Exercise goal: Give back exactly the lines from the beginning of the listing below to the line holding "filter:drop-shadow(0 0 2px", both ends included; the pictures stay out.

Given data:
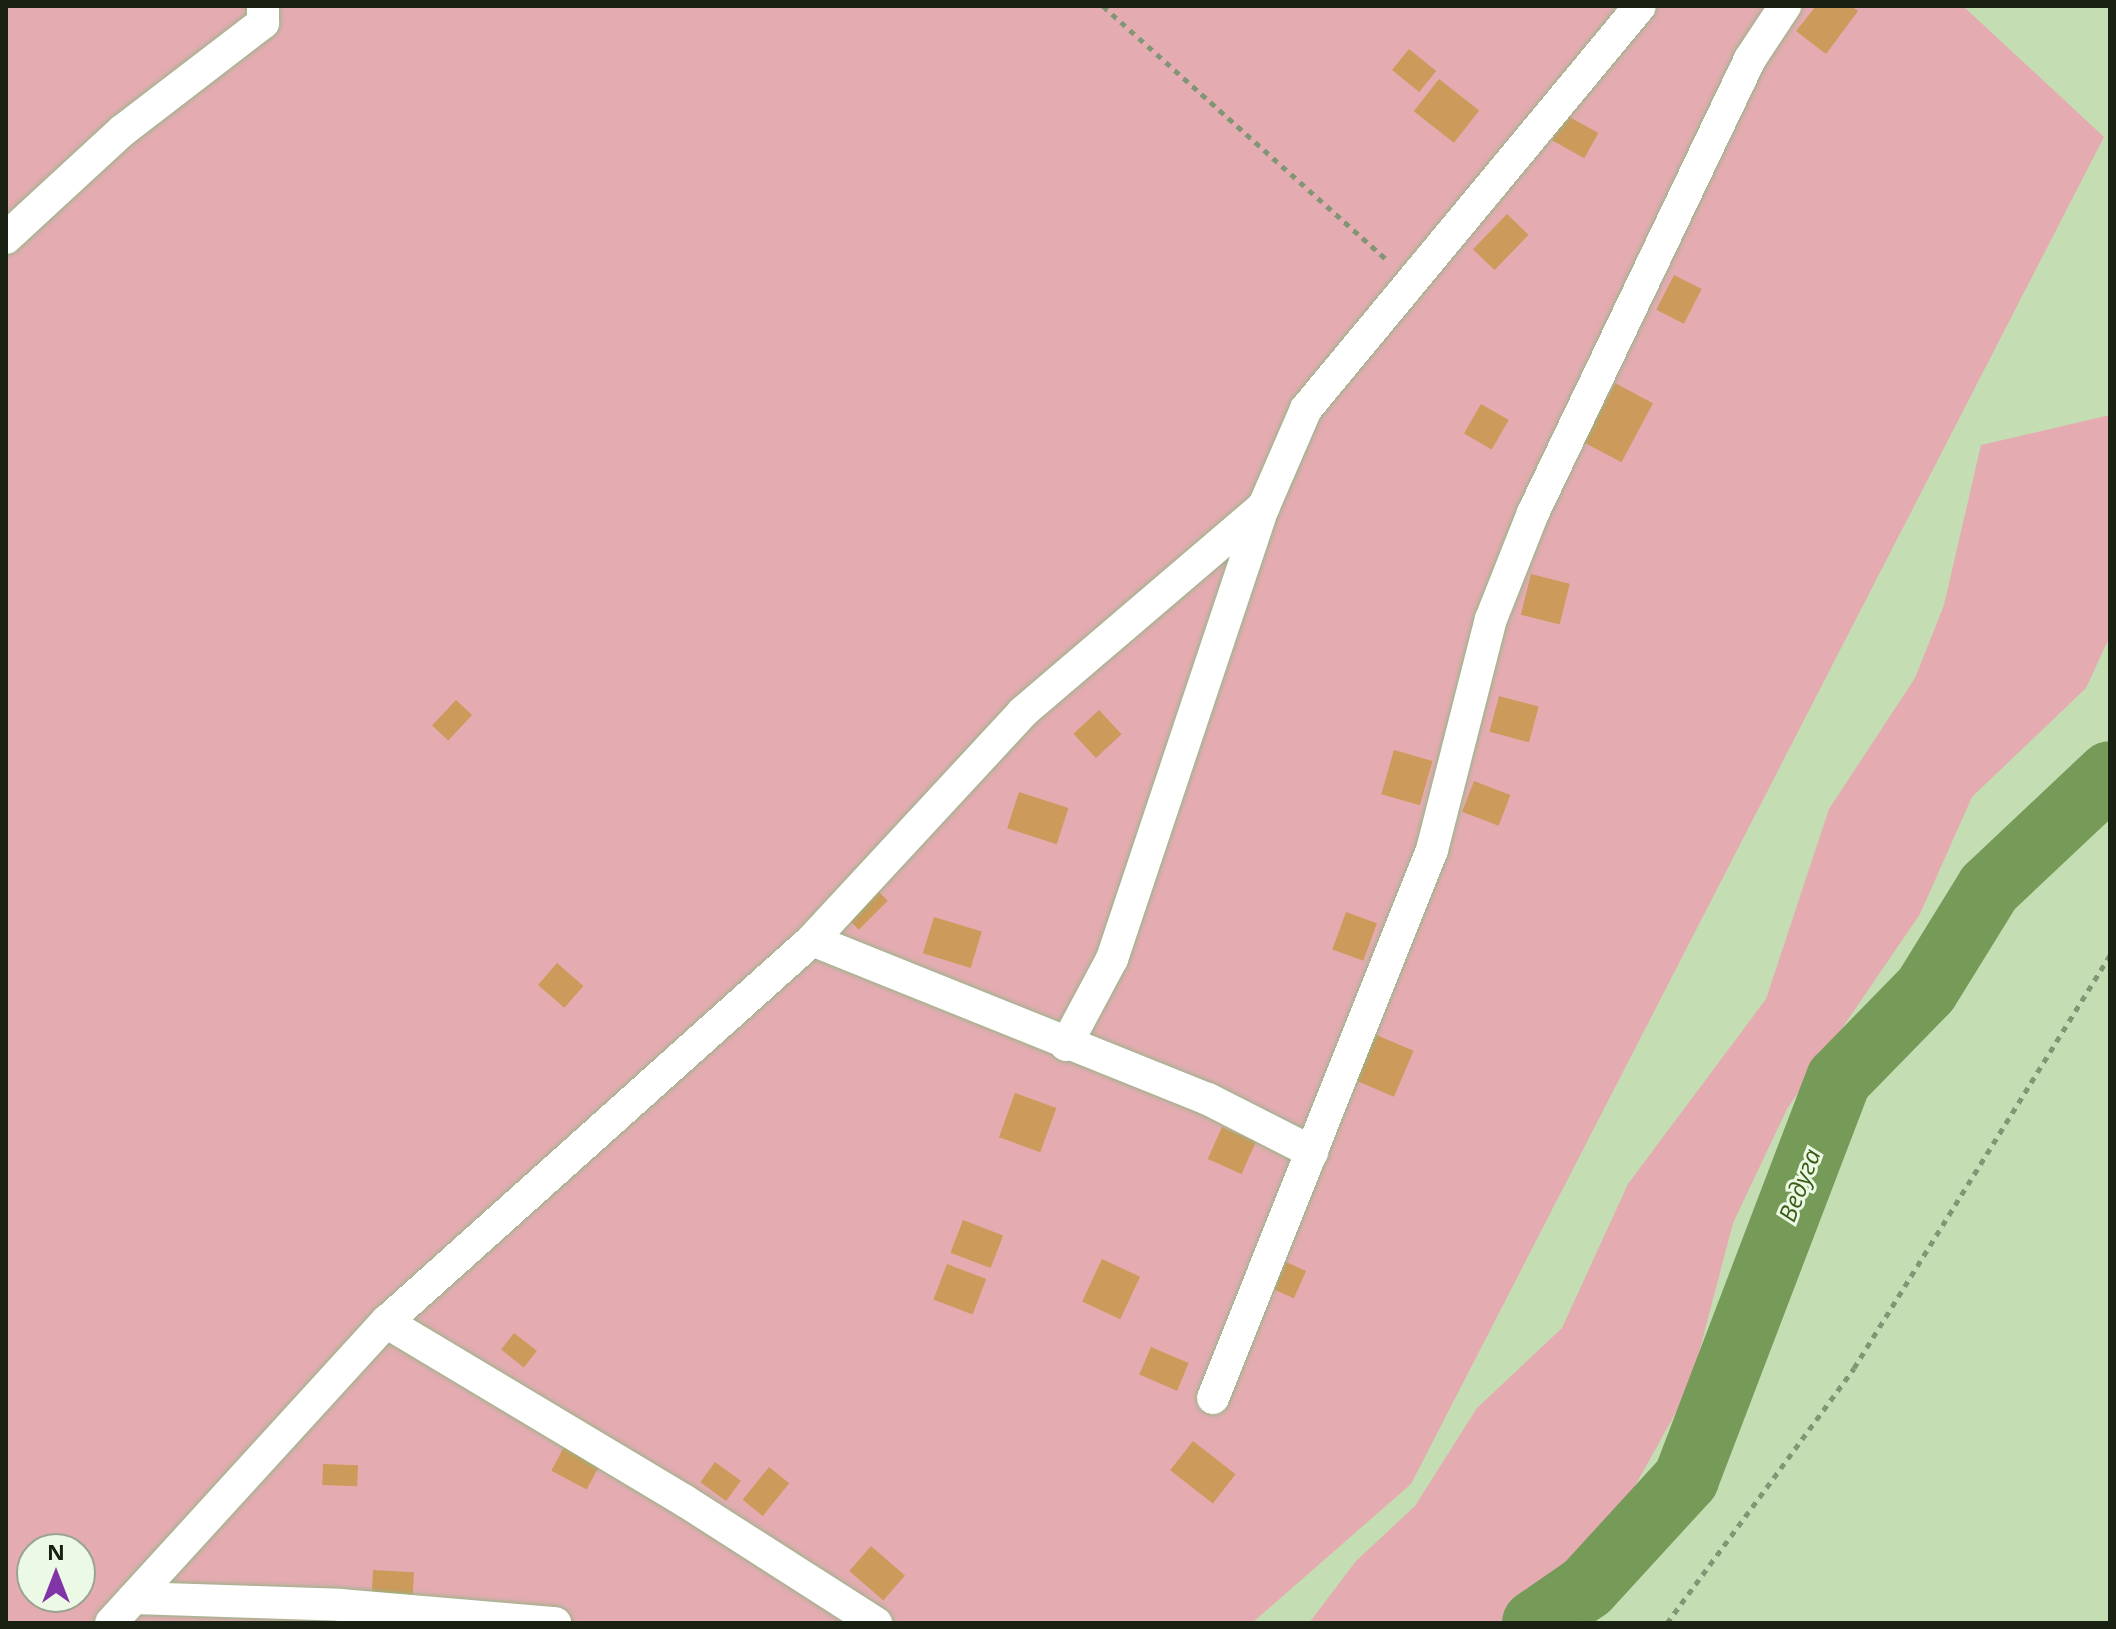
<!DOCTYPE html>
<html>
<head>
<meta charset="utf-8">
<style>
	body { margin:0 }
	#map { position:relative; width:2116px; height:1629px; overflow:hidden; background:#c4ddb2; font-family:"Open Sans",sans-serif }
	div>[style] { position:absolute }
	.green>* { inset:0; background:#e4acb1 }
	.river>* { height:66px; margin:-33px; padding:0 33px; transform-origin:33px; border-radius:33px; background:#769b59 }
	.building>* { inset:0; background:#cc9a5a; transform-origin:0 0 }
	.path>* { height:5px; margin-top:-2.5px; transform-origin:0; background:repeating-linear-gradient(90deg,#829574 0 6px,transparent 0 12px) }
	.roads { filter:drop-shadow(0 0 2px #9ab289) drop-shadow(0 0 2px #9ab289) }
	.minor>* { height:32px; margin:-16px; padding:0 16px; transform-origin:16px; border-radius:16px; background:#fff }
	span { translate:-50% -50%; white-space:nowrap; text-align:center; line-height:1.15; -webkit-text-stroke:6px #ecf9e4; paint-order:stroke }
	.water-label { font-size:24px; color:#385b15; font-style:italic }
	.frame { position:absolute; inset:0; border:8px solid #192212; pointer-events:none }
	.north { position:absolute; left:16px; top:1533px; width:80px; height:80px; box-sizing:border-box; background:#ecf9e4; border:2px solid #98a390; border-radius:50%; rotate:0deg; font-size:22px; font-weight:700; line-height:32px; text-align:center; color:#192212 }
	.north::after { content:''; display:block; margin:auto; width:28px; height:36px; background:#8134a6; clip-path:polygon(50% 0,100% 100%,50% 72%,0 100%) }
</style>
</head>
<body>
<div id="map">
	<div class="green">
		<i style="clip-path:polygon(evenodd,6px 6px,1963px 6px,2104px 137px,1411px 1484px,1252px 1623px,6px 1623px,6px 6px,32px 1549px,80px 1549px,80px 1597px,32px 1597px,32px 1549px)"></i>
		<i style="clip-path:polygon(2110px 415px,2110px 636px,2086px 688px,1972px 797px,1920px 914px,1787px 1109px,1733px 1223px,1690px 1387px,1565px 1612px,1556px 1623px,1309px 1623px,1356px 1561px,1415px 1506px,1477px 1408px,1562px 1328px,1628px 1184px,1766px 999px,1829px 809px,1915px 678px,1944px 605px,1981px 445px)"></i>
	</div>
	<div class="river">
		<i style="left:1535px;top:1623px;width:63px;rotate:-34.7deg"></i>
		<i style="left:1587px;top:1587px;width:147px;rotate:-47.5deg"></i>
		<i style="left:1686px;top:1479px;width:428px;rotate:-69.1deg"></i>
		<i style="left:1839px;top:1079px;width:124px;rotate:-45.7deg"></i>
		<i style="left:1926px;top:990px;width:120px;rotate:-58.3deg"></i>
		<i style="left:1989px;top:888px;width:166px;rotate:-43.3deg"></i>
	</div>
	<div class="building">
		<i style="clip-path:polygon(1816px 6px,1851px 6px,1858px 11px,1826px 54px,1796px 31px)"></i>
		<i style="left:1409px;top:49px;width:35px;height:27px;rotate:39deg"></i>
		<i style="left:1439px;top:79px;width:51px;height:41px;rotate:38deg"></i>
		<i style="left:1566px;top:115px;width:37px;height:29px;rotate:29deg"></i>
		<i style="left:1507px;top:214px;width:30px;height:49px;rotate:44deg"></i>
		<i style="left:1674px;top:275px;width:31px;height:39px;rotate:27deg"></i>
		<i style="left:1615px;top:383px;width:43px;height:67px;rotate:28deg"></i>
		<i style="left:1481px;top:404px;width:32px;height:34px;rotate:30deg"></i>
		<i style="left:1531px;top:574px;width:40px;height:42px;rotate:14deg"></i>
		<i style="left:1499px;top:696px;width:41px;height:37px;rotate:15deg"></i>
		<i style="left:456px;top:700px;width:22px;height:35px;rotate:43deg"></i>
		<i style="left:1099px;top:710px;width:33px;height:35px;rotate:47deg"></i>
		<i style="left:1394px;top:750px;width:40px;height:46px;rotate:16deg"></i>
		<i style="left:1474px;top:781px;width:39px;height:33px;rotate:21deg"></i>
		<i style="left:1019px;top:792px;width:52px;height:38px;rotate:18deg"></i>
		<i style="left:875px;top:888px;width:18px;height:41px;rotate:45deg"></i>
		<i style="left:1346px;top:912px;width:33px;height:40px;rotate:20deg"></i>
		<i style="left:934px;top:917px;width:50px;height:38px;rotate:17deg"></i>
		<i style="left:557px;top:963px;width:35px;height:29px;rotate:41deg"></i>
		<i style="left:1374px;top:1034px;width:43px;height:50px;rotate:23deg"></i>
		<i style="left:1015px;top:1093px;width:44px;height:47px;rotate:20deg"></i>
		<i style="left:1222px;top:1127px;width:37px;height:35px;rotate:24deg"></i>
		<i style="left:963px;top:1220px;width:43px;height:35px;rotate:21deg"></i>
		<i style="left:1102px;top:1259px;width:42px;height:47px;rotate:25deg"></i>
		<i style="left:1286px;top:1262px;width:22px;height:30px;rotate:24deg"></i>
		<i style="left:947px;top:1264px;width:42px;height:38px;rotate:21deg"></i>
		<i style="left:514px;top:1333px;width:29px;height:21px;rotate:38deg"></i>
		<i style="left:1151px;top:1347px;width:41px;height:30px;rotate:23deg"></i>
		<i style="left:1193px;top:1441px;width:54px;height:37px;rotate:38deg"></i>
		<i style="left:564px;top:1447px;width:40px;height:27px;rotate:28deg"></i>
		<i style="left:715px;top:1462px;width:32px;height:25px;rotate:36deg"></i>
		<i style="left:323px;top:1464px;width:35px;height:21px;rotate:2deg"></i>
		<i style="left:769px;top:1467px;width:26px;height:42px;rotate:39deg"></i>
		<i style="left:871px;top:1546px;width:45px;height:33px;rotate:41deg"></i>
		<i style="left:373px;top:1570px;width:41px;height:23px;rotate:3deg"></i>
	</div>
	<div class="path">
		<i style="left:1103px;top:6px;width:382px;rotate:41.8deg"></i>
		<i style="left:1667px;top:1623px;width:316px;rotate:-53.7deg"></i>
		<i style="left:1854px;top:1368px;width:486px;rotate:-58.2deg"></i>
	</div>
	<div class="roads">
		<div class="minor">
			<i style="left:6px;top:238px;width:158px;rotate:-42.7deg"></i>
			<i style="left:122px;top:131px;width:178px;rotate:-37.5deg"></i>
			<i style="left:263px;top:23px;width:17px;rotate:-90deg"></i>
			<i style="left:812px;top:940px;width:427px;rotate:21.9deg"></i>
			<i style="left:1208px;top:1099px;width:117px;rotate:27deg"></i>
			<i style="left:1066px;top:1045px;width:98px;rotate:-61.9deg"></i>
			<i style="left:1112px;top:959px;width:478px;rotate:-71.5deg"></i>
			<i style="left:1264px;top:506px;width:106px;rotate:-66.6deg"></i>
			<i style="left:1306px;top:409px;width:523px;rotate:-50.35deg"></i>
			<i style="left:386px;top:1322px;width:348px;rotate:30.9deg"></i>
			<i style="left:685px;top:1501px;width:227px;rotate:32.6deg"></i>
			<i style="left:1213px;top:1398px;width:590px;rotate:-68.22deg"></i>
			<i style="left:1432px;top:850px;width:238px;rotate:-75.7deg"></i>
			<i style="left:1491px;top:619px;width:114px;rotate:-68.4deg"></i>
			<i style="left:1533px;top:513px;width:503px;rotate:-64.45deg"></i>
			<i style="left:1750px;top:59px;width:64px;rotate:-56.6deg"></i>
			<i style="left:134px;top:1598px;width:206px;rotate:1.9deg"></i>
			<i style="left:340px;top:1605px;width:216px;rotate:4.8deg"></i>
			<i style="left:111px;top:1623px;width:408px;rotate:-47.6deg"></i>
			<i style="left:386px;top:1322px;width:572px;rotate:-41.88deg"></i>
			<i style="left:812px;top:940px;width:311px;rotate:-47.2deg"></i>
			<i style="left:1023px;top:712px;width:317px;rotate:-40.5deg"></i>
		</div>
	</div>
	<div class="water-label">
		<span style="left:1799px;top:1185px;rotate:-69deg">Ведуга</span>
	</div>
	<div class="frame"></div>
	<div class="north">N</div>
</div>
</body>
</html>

Exercise solution:
<!DOCTYPE html>
<html>
<head>
<meta charset="utf-8">
<style>
	body { margin:0 }
	#map { position:relative; width:2116px; height:1629px; overflow:hidden; background:#c4ddb2; font-family:"Open Sans",sans-serif }
	div>[style] { position:absolute }
	.green>* { inset:0; background:#e4acb1 }
	.river>* { height:66px; margin:-33px; padding:0 33px; transform-origin:33px; border-radius:33px; background:#769b59 }
	.building>* { inset:0; background:#cc9a5a; transform-origin:0 0 }
	.path>* { height:5px; margin-top:-2.5px; transform-origin:0; background:repeating-linear-gradient(90deg,#829574 0 6px,transparent 0 12px) }
	.roads { filter:drop-shadow(0 0 2px #9ab289) drop-shadow(0 0 2px #9ab289) }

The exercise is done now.